What you need to do.
Below are the records; pull every line that includes "bottom".

Exercise inputs.
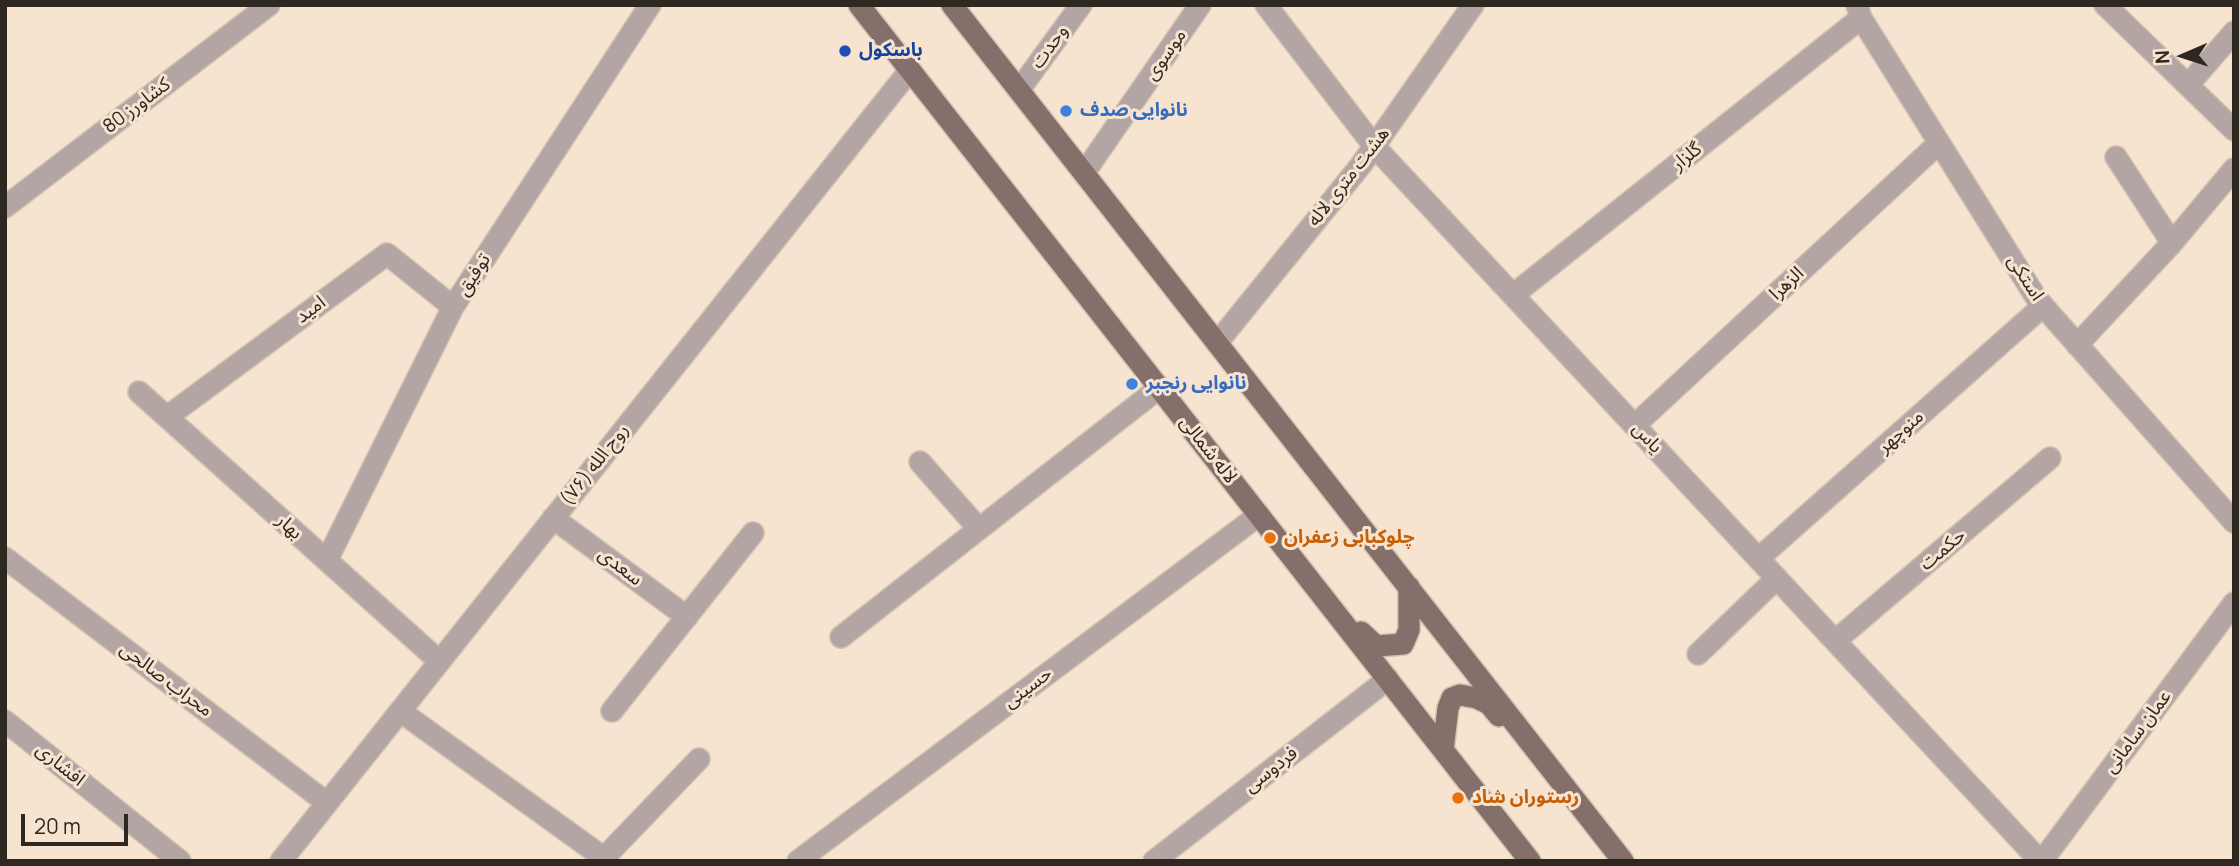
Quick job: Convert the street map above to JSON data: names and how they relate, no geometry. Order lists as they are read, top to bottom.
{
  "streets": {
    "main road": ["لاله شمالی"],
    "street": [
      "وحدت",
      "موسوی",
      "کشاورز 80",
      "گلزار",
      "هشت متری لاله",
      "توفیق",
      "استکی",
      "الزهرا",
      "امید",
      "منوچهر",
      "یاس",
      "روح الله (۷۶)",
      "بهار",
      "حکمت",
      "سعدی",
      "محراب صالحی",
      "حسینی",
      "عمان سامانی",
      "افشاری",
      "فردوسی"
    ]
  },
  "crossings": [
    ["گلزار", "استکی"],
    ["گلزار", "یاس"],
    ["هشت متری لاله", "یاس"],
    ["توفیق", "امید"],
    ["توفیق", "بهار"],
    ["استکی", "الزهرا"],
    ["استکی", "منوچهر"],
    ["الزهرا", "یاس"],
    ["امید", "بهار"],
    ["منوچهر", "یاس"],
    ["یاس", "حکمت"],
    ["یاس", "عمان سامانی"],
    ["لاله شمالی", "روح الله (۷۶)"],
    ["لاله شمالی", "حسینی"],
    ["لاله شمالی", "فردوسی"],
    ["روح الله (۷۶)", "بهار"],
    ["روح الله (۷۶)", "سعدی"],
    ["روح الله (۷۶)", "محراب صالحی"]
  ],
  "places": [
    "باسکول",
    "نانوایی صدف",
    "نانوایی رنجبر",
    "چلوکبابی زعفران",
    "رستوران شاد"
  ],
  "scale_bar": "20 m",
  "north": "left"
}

---

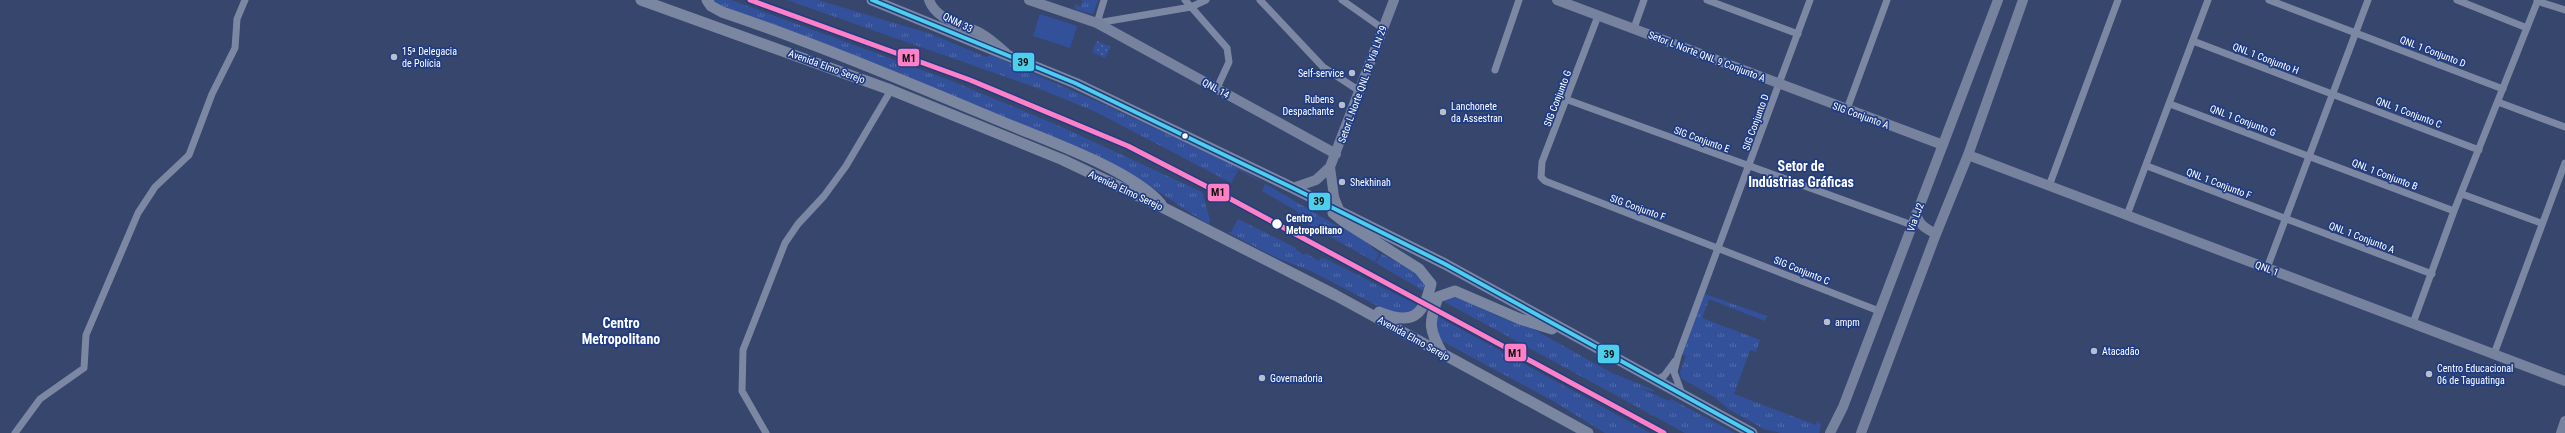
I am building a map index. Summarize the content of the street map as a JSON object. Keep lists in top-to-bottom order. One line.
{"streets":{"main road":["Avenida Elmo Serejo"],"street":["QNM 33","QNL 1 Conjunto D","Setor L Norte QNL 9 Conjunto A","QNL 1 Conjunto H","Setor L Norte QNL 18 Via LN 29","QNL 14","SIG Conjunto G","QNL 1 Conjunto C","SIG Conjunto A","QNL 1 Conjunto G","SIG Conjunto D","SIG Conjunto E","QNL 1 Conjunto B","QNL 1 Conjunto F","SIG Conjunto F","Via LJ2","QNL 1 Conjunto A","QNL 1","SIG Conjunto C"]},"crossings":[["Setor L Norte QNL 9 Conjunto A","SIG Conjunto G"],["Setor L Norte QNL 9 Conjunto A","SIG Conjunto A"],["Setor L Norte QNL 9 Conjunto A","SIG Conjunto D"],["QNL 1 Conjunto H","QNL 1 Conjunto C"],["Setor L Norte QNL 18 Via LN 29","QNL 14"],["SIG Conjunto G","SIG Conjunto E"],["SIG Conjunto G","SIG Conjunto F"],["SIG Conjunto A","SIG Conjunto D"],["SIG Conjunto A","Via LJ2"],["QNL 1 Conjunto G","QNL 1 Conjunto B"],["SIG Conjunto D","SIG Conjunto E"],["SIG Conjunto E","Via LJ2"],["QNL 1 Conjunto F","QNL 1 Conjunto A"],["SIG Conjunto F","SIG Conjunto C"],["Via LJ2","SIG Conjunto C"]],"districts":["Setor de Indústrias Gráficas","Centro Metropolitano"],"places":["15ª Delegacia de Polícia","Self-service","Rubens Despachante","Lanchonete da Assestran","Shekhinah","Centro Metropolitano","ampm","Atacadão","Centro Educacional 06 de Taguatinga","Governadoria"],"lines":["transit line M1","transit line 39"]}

Result.
Quick job: Convert the street map above to JSON data: names and how they relate, no geometry. Order lists as they are read, top to bottom.
I am building a map index. Summarize the content of the street map as a JSON object. Keep lists in top-to-bottom order. One line.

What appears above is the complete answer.